Debated But Not Resolved
School zone flashing beacons — Members Reese and Martinez opposed using CDBG housing funds to pay for them, saying the city's transit agency (RTC), state highway department (NDOT), the street fund, or schools should pay instead. Staff is still exploring whether beacons fit the program's goals — next decision in January.
Fair funding across neighborhoods — Member Reese asked for proof that CDBG money gets spread equally across all five city wards. Chair Ebert noted her ward lacks parks and wants more investment at Dorothy McAlinden Park. Staff must provide a breakdown showing where past projects went.
Dorothy McAlinden Park incomplete work — Chair Ebert flagged ongoing problems: sidewalks leading to playground equipment don't meet accessibility standards, signage is hard to see, and leftover metal posts create tripping hazards. Staff is working with Parks Department to finish the job but no deadline was set.
What to Watch
$2,000,000 — Annual Community Development Block Grant from HUD
$400,000 — Housing Department staff salaries (20% of grant)
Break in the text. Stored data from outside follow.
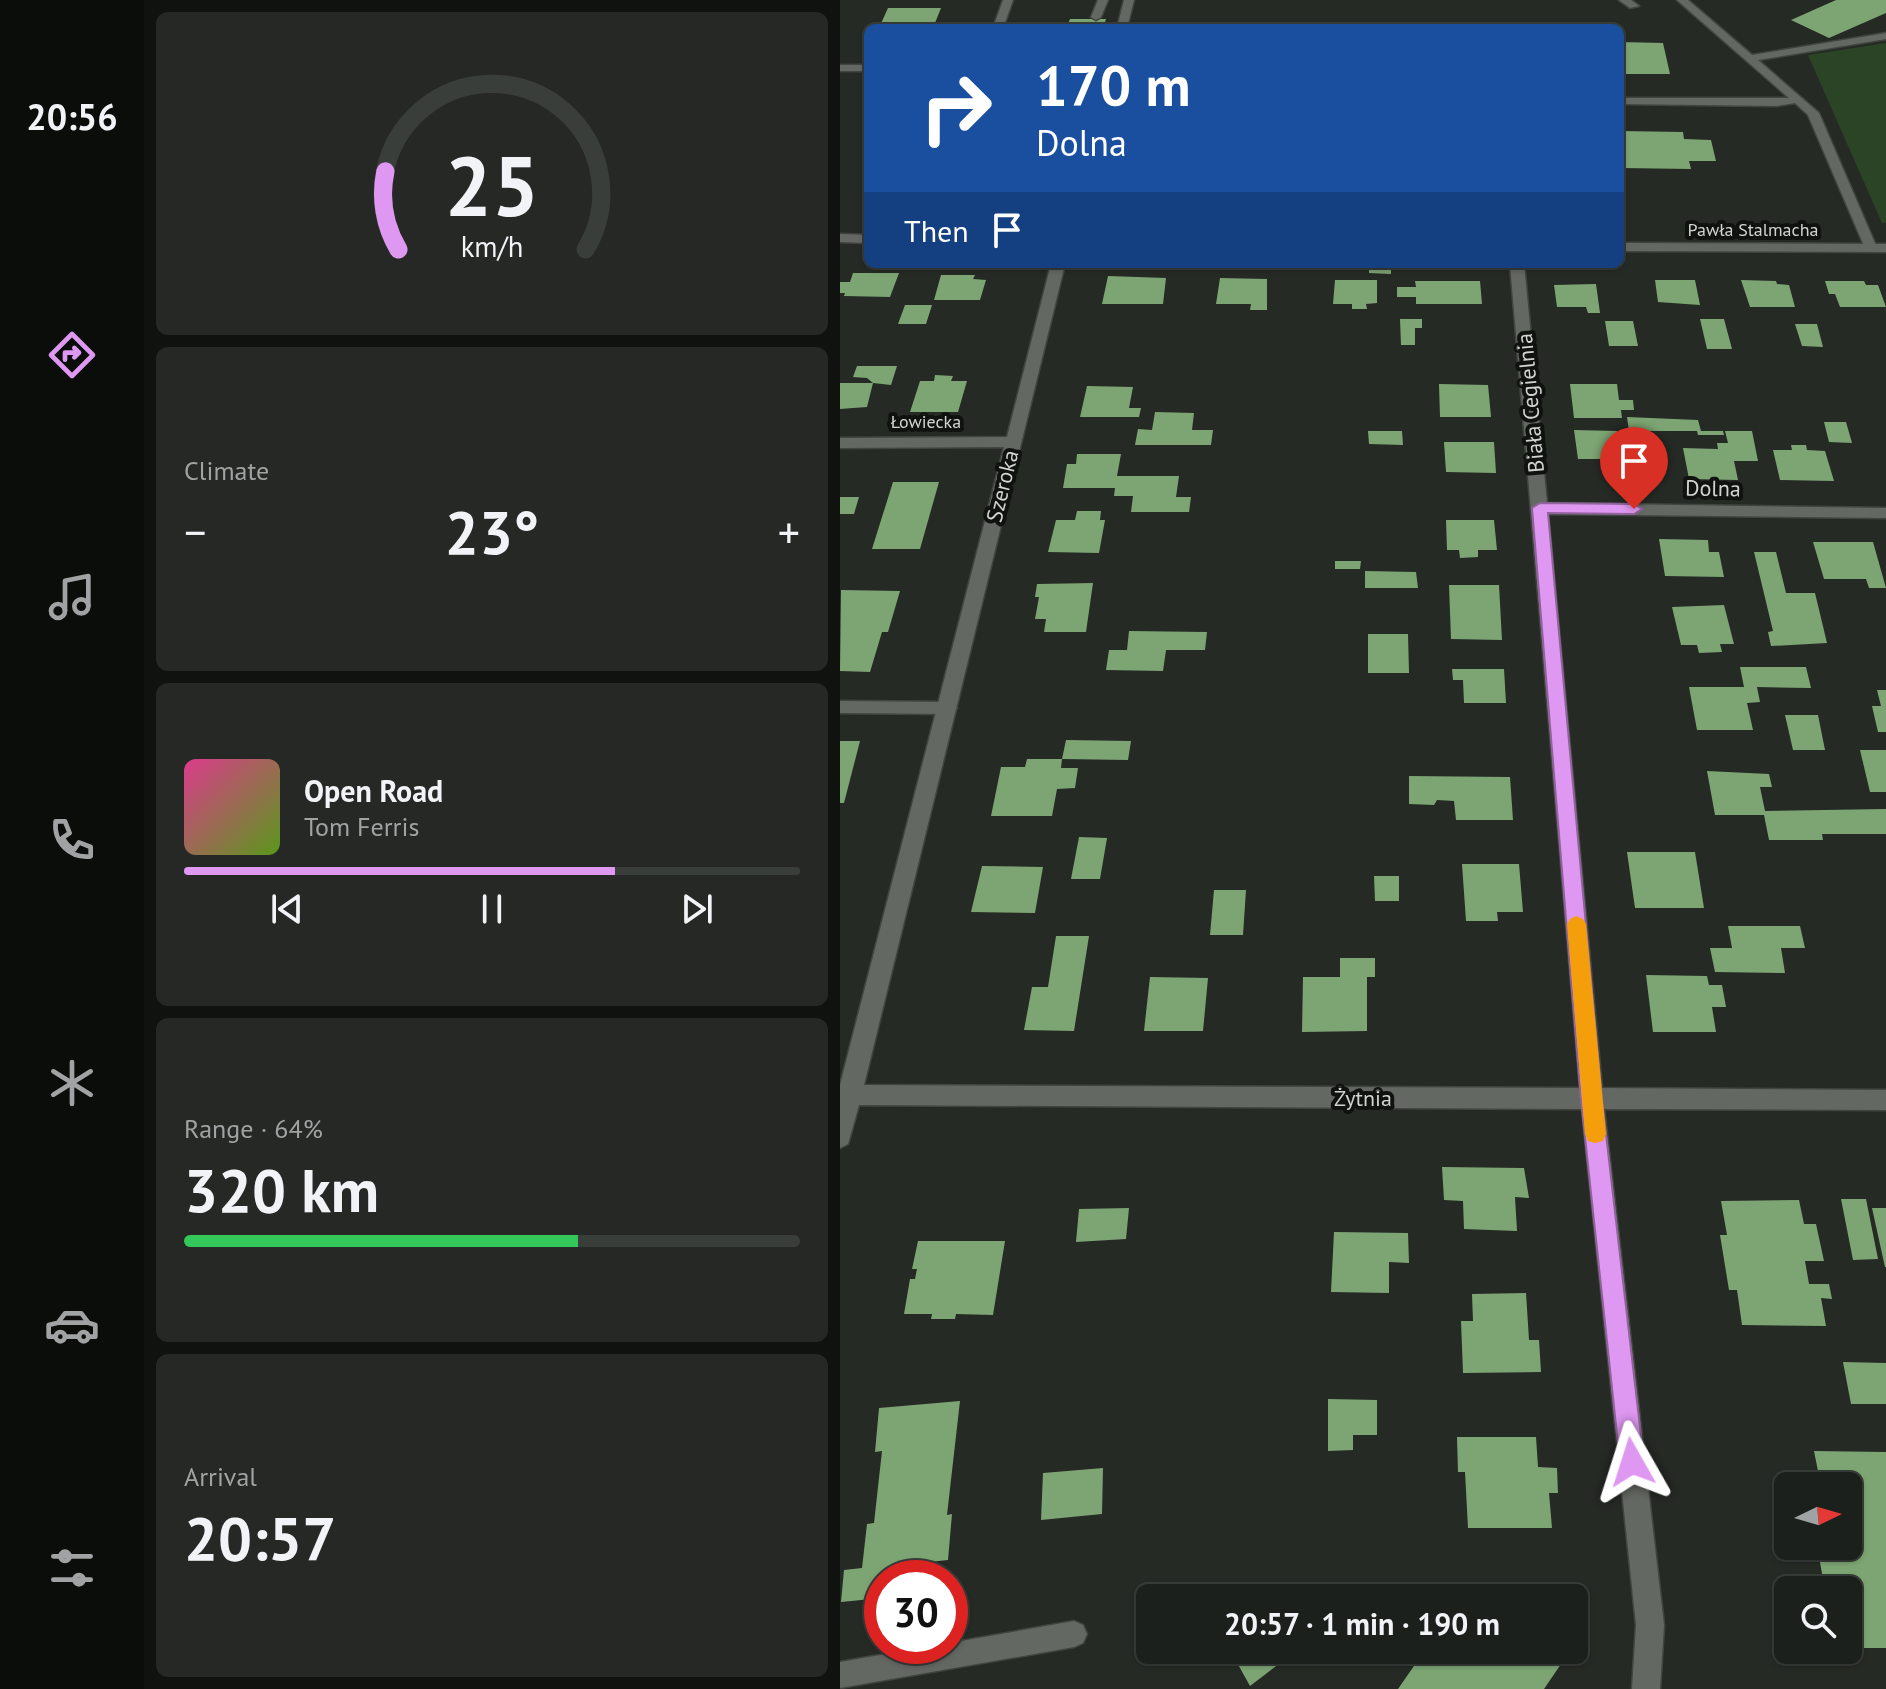 <!DOCTYPE html>
<meta charset="utf-8">
<style>
body{margin:0;font-family:"PT Sans",sans-serif;background:#252825;color:#f1f3f6;height:100vh;display:flex;flex-direction:column;font-size:30px;white-space:nowrap}
*{box-sizing:border-box;margin:0}
p{font-size:26px;color:#a0a3a3}
.icon{flex:none;width:44px;height:44px;fill:none;stroke:currentColor;stroke-width:2;stroke-linecap:round;stroke-linejoin:round}
.map{position:relative;flex:1;overflow:hidden}
.details{display:flex;flex-direction:column;gap:12px;padding:12px;background:#0f120f;width:696px}
.details>*{flex:none}
.banner{position:absolute;left:24px;top:24px;width:760px;height:244px;border-radius:12px;box-shadow:0 2px 6px #0004,0 0 0 2px #3a3e3b;background:#1a4fa0;color:#fff;overflow:hidden}
.needle{width:52px;rotate:85deg}
.tools{position:absolute;left:934px;top:1472px;display:grid;gap:16px}
.tools a{display:grid;place-items:center;width:88px;height:88px;border-radius:12px;background:#1c201c;box-shadow:0 2px 6px #0004,0 0 0 2px #3a3e3b;font-size:40px}
.speed{position:absolute;left:24px;top:1560px;display:flex;gap:16px;font-size:40px;font-weight:700;text-align:center}
.speed>*{display:grid;place-content:center;width:104px;height:104px;border-radius:50%;background:#1c201c;box-shadow:0 2px 6px #0004,0 0 0 2px #3a3e3b;line-height:1}
.speed .limit{border:12px solid #d22;background:#fff;color:#111}
.pin{position:absolute;display:grid;place-items:center;width:68px;height:68px;color:#fff;margin:-82px -34px;border-radius:50% 50% 50% 0;rotate:-45deg;box-shadow:0 0 8px #0007}
.pin .icon{rotate:45deg}
.me{position:absolute;width:88px;margin:-44px;rotate:354deg;stroke-linejoin:round;filter:drop-shadow(0 0 6px #0008)}
.turn{display:flex;align-items:center;gap:28px;height:168px;padding:0 40px;font-size:36px}
.turn .icon{width:104px;height:104px;stroke-width:2.5}
.turn b{display:block;font-size:56px;line-height:68px}
.then{display:flex;align-items:center;height:76px;padding:0 40px;background:#0003;gap:16px;font-size:30px}
.big{font-size:60px;font-weight:600;line-height:1.1}
.details .widget{flex:1;display:flex;flex-direction:column;justify-content:center;gap:12px;min-width:0;padding:0 28px;border-radius:12px;background:#252825}
.details .dial{align-items:center;gap:0}
.dial svg{height:208px;overflow:visible;fill:none;stroke:#3a3e3b;stroke-width:7;stroke-linecap:round;text-anchor:middle}
.dial text{fill:#f1f3f6;stroke:none}
.song{display:flex;align-items:center;gap:24px}
.cover{width:96px;height:96px;border-radius:12px;background:linear-gradient(135deg,hsl(330 70% 55%),hsl(90 70% 35%))}
.played{height:8px;border-radius:4px;background:linear-gradient(90deg,#df98f1 70%,#3a3e3b 70%)}
.keys{display:flex;justify-content:space-around;direction:ltr}
.heat{display:flex;justify-content:space-between;align-items:center;font-size:44px;direction:ltr}
.charge{height:12px;border-radius:6px;background:linear-gradient(90deg,#34c759 64%,#3a3e3b 0)}
.trip{position:absolute;left:296px;top:1584px;width:452px;height:80px;border-radius:12px;background:#1c201c;box-shadow:0 2px 6px #0004,0 0 0 2px #3a3e3b;font-weight:600;line-height:80px;text-align:center}
main{display:flex;flex:1;min-height:0}
.tabs{display:flex;flex-direction:column;width:144px;justify-content:space-around;align-items:center;background:#0b0d0b;color:#a0a3a3}
.tabs .icon{width:56px;height:56px}
.tabs .on{color:#df98f1}
.tabs b{font-size:36px;color:#f1f3f6}
.map>svg:first-child{display:block}
</style>
<main>
<nav class="tabs">
<b>20:56</b>
<svg class="icon on" aria-label="directions" viewBox="0 0 24 24"><path d="M12 3l9 9-9 9-9-9zM9 14v-3h6M13 9l2 2-2 2"/></svg>
<svg class="icon" aria-label="music" viewBox="0 0 24 24"><path d="M9 18V5l10-2v13"/><circle cx="6" cy="18" r="3"/><circle cx="16" cy="16" r="3"/></svg>
<svg class="icon" aria-label="phone" viewBox="0 0 24 24"><path d="M5 4h4l2 5-3 2q2 4 5 5l2-3 5 2v4C11 20 4 13 5 4z"/></svg>
<svg class="icon" aria-label="climate" viewBox="0 0 24 24"><path d="M12 3v18M4 7l16 10M4 17L20 7"/></svg>
<svg class="icon" aria-label="car" viewBox="0 0 24 24"><path d="M5 17H2v-5l4-1 3-4h7l3 4 3 1v5h-3M9 17h6M6 11h13"/><circle cx="7" cy="17" r="2"/><circle cx="17" cy="17" r="2"/></svg>
<svg class="icon" aria-label="filters" viewBox="0 0 24 24"><path d="M4 7h16M4 17h16"/><circle cx="9" cy="7" r="2"/><circle cx="15" cy="17" r="2"/></svg>
</nav>
<section class="details">
<div class="widget dial"><svg viewBox="0 0 100 80">
<path d="M14 69A42 42 0 1 1 86 69"/>
<path d="M14 69A42 42 0 0 1 9 39" stroke="#df98f1"/>
<text x="50" y="56" font-size="32" font-weight="700">25</text>
<text x="50" y="72" font-size="11">km/h</text>
</svg></div>
<div class="widget"><p>Climate</p>
<div class="heat"><a>−</a><b class="big">23°</b><a>+</a></div>
</div>
<div class="widget">
<div class="song"><i class="cover"></i><div><b>Open Road</b><p>Tom Ferris</p></div></div>
<div class="played"></div>
<div class="keys"><svg class="icon" aria-label="previous" viewBox="0 0 24 24"><path d="M18 5L8 12l10 7zM5 5v14"/></svg><svg class="icon" aria-label="pause" viewBox="0 0 24 24"><path d="M8 5v14M16 5v14"/></svg><svg class="icon" aria-label="next" viewBox="0 0 24 24"><path d="M6 5l10 7-10 7zM19 5v14"/></svg></div>
</div>
<div class="widget"><p>Range · 64%</p><b class="big">320 km</b><div class="charge"></div></div>
<div class="widget"><p>Arrival</p><b class="big">20:57</b></div>
</section>
<div class="map">
<svg width="1046" height="1689" viewBox="0 0 1046 1689">
<rect width="100%" height="100%" fill="#262a25"/>
<path fill="#2c4426" d="M1046,43V223H1042L968,55Z"/>
<g fill="#7da573">
<path d="M996,0H1046V13L989,38L951,20Z"/>
<path d="M48,8H101L93,28H39Z"/>
<path d="M230,19H266L263,28H226Z"/>
<path d="M780,42L823,43L830,74H780Z"/>
<path d="M780,131L843,132L844,139L871,140L876,161H849L851,169L780,168Z"/>
<path d="M529,264H551V274L529,273Z"/>
<path d="M13,273H59L50,297L4,296L5,293H0V282H10Z"/>
<path d="M101,275H135L133,279L146,280L140,300H94Z"/>
<path d="M268,276L326,278L323,304H262Z"/>
<path d="M380,278L427,279V310H410L411,304H376Z"/>
<path d="M495,280H537V303L526,304L527,309H512V304H493Z"/>
<path d="M815,280H855L860,305L818,302Z"/>
<path d="M901,280L936,281L937,284L949,285L955,307H910Z"/>
<path d="M575,281H640L642,304H576V297H557V287H576Z"/>
<path d="M985,281H1024L1026,285H1038L1046,307H1000L995,294H989Z"/>
<path d="M756,284L760,313H748L746,307H717L714,285Z"/>
<path d="M65,305H92L86,324H58Z"/>
<path d="M560,319H582V328H575V345H561Z"/>
<path d="M860,319H884L892,349H867Z"/>
<path d="M765,321H793L798,346H769Z"/>
<path d="M955,324H977L983,347L962,346Z"/>
<path d="M17,366H57L51,385L33,383L27,378L13,377Z"/>
<path d="M95,375L113,376L111,381H127L118,412H70L80,381H94Z"/>
<path d="M0,383H33L27,407L0,409Z"/>
<path d="M599,384L648,385L651,417H600Z"/>
<path d="M730,384H777L779,400H793L794,410H781L782,418H734Z"/>
<path d="M247,386L293,387L289,408H301L299,417H240Z"/>
<path d="M315,412L354,413L352,430H373L371,445H295L298,429L312,430Z"/>
<path d="M787,417L858,420L861,431H883L884,435H858L857,431H789Z"/>
<path d="M984,422H1006L1012,443L989,442Z"/>
<path d="M734,430L777,431L779,441H790L792,450L781,451L782,459H738Z"/>
<path d="M528,431H562L563,445L529,444Z"/>
<path d="M885,431H912L918,461H894L898,480L849,479L843,448L878,449L877,443H888Z"/>
<path d="M604,442H654L656,473L606,472Z"/>
<path d="M951,445H966L967,450L985,451L994,481L940,480L933,450H952Z"/>
<path d="M237,454H281L277,476H339L336,497H351L349,512H291L293,496H274L275,488H223L227,464H236Z"/>
<path d="M53,482H99L80,549H32Z"/>
<path d="M0,497H19L14,514H0Z"/>
<path d="M237,511H261L260,520H265L259,553L208,552L216,520H235Z"/>
<path d="M606,520H654L657,550H638V557L620,558L619,550H607Z"/>
<path d="M819,539L868,540L869,552H879L884,577L825,576Z"/>
<path d="M973,542H1033L1046,588H1029L1026,579H984Z"/>
<path d="M914,552H936L946,593H975L987,643L931,646L928,632L933,631Z"/>
<path d="M495,561H521L520,569H495Z"/>
<path d="M525,571L576,572L578,588H525Z"/>
<path d="M253,583L246,632H204L206,619H195L199,597H195L197,584Z"/>
<path d="M609,585H659L662,640L611,639Z"/>
<path d="M1,590L60,591L48,632H42L30,672L0,671Z"/>
<path d="M884,605L894,644H880L882,652L859,653L857,645H841L832,607Z"/>
<path d="M289,631L367,632L365,650H326L323,671L266,670L269,650H287Z"/>
<path d="M528,634H568L569,673H528Z"/>
<path d="M900,667H966L971,688L917,687L920,702L907,703L913,730H857L849,687H904Z"/>
<path d="M612,669H664L666,703H624L623,680H613Z"/>
<path d="M1037,690H1046V732H1038L1032,706H1041Z"/>
<path d="M945,715H978L985,750H953Z"/>
<path d="M226,740L291,741L288,760L222,759L221,768H238L235,788L217,789L212,816H151L161,767H185L187,759H222Z"/>
<path d="M0,741H20L4,803H0Z"/>
<path d="M1020,750H1046V792H1030Z"/>
<path d="M867,771L929,774L932,787H920L925,811L1046,809V834H982L983,840H929L924,815H875Z"/>
<path d="M569,776L670,777L673,820H616L614,801L597,800L594,805L569,804Z"/>
<path d="M239,837L267,838L260,879H231Z"/>
<path d="M787,852H855L864,908H795Z"/>
<path d="M622,864H679L683,912H657L658,921H626Z"/>
<path d="M142,866L203,867L195,913L131,912Z"/>
<path d="M534,876H559V901H535Z"/>
<path d="M374,890H406L403,935H370Z"/>
<path d="M888,926H960L965,948H941L945,973L875,972L870,948H892Z"/>
<path d="M216,936H249L234,1031L184,1030L192,987H208Z"/>
<path d="M500,958H535V977H527V1031L462,1032L463,977H500Z"/>
<path d="M806,975L867,976L869,985H882L886,1007H872L876,1032H813Z"/>
<path d="M310,977L368,978L363,1031H304Z"/>
<path d="M602,1167L684,1168L689,1198L675,1197L677,1231L624,1229L623,1201L604,1200Z"/>
<path d="M1001,1199H1026L1038,1259L1013,1260Z"/>
<path d="M959,1200L964,1224H976L984,1261H965L969,1284H989L992,1299L981,1298L986,1326L902,1325L897,1290H889L880,1235H887L881,1201Z"/>
<path d="M289,1208L286,1239L236,1242L239,1209Z"/>
<path d="M1032,1208H1046V1267H1045Z"/>
<path d="M494,1232L568,1233L569,1263L549,1262V1293L491,1292Z"/>
<path d="M78,1241H165L153,1315L116,1314L115,1319H91L92,1314H64L70,1279H75L77,1269H72Z"/>
<path d="M686,1293L689,1340H699L701,1372L623,1373L621,1321H633L632,1294Z"/>
<path d="M1003,1362L1046,1363V1404H1011Z"/>
<path d="M488,1399L537,1400V1435H513V1450L488,1451Z"/>
<path d="M120,1401L107,1515L112,1514L108,1560L70,1564L69,1578H42V1598L1,1602L4,1570L22,1568L27,1524L34,1523L42,1451L35,1452L39,1408Z"/>
<path d="M617,1437H696L698,1467L717,1468L718,1493H709L712,1528H628L625,1472H618Z"/>
<path d="M974,1451L1046,1452V1648H1008V1590H985L977,1546H1008V1486H981Z"/>
<path d="M263,1468L262,1514L201,1520L203,1473Z"/>
<path d="M390,1650H433L440,1663L410,1686Z"/>
<path d="M585,1650L595,1655L598,1650H652L663,1660L670,1650H705L721,1664L704,1689H558Z"/>
</g>
<g fill="none" stroke-linecap="round" stroke-linejoin="round">
<g stroke="#414540" stroke-width="3">
<g id="service">
<path d="M163,0H173L163,28H153Z"/>
<path d="M258,0H268L261,17L256,20L251,17Z"/>
<path d="M284,0H294L287,28H277Z"/>
<path d="M779,0H791L799,6L790,8Z"/>
<path d="M837,0H848L912,55L1046,33V39L918,60L979,113L1037,248L1035,251L1025,248L968,115L955,103L937,106L780,104V98H949Z"/>
<rect x="0" y="65" width="28" height="6"/>
<path d="M0,701L109,702L117,708L109,714L0,713Z"/>
<path d="M234,1621L243,1625L247,1634L243,1643L234,1647L0,1688V1662L92,1646H110V1643Z"/>
</g>
</g>
<g stroke="#414540" stroke-width="3">
<path id="minor" d="M211,264H225L24,1085L740,1088L670,264H684L707,503L1046,508V518L708,514L762,1088L1046,1090V1110L764,1109L824,1625L820,1689H792L796,1625L742,1109L19,1105L8,1144L0,1148V1085L164,447L0,448V438L167,437Z"/>
</g>
<g stroke="#414540" stroke-width="3">
<g id="tertiary">
<path d="M0,234L28,235V243L0,242Z"/>
<path d="M780,243L1046,244V252L780,251Z"/>
</g>
</g>
<use href="#service" fill="#646862" fill-rule="evenodd"/>
<use href="#minor" fill="#646862" fill-rule="evenodd"/>
<use href="#tertiary" fill="#646862" fill-rule="evenodd"/>
</g>
<path fill="#df98f1" stroke="#91639d" stroke-width="2" d="M700,503L794,504L802,509L794,514L708,513L762,1100L804,1462L800,1470L792,1474L783,1470L780,1462L741,1100L692,508Z"/>
<path fill="#f59e0b" d="M736,916L743,919L746,924L766,1134L763,1141L755,1143L748,1141L745,1134L727,924L730,919Z"/>
<g text-anchor="middle" stroke-width="8" stroke-linejoin="round" paint-order="stroke">
<g font-size="18" fill="#d1d4d0" stroke="#101210">
<text x="913" y="236">Pawła Stalmacha</text>
<text x="86" y="428">Łowiecka</text>
</g>
<g font-size="22" fill="#d1d4d0" stroke="#101210">
<text transform="translate(690 403) rotate(-95)" y="8">Biała Cegielnia</text>
<text transform="translate(162 486) rotate(-76)" y="8">Szeroka</text>
<text transform="translate(873 488) rotate(1)" y="8">Dolna</text>
<text x="523" y="1106">Żytnia</text>
</g>
</g>
</svg>
<div class="tools">
<a><svg class="needle" viewBox="-14 -14 28 28"><path d="M0-13l5 13h-10z" fill="#e53935"/><path d="M0 13l5-13h-10z" fill="#a0a3a3"/></svg></a>
<a><svg class="icon" aria-label="search" viewBox="0 0 24 24"><circle cx="10" cy="10" r="6"/><path d="M15 15l6 6"/></svg></a>
</div>
<div class="speed"><div class="limit">30</div></div>
<div class="pin" style="left:794px;top:509px;background:#d93025"><svg class="icon" aria-label="arrive" viewBox="0 0 24 24"><path d="M6 21V4h12l-3 4 3 4H6"/></svg></div>
<svg class="me" style="left:792px;top:1462px" viewBox="-20 -20 40 40"><path d="M0-17L14 15 0 8-14 15z" fill="#df98f1" stroke="#fff" stroke-width="4"/></svg>
<div class="trip">20:57 · 1 min · 190 m</div>
<div class="banner">
<div class="turn"><svg class="icon" aria-label="right" viewBox="0 0 24 24"><path d="M7 20v-9h11M14 6l5 5-5 5"/></svg><div><b>170 m</b>Dolna</div></div>
<div class="then">Then<svg class="icon" aria-label="arrive" viewBox="0 0 24 24"><path d="M6 21V4h12l-3 4 3 4H6"/></svg></div>
</div>
</div>
</main>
$1,600,000 — Available for projects and programs (80% of grant)
$109,000 — Fire Station 2 improvements (previously approved, still being spent)
$50,000 — Audible pedestrian signal upgrades (annual commitment)
January 30 project rankings — The subcommittee will review funding applications from city departments and decide which projects get the $1.6 million. This determines what actually gets built or fixed in Reno.
April City Council vote — Final project list goes to the full council in April, then to HUD as Reno's official annual plan. This is when residents learn what infrastructure and services their federal housing dollars will fund.
Ward equity report — Staff must show whether CDBG spending fairly reaches all five city wards. If one ward gets most of the money, that could trigger a policy change.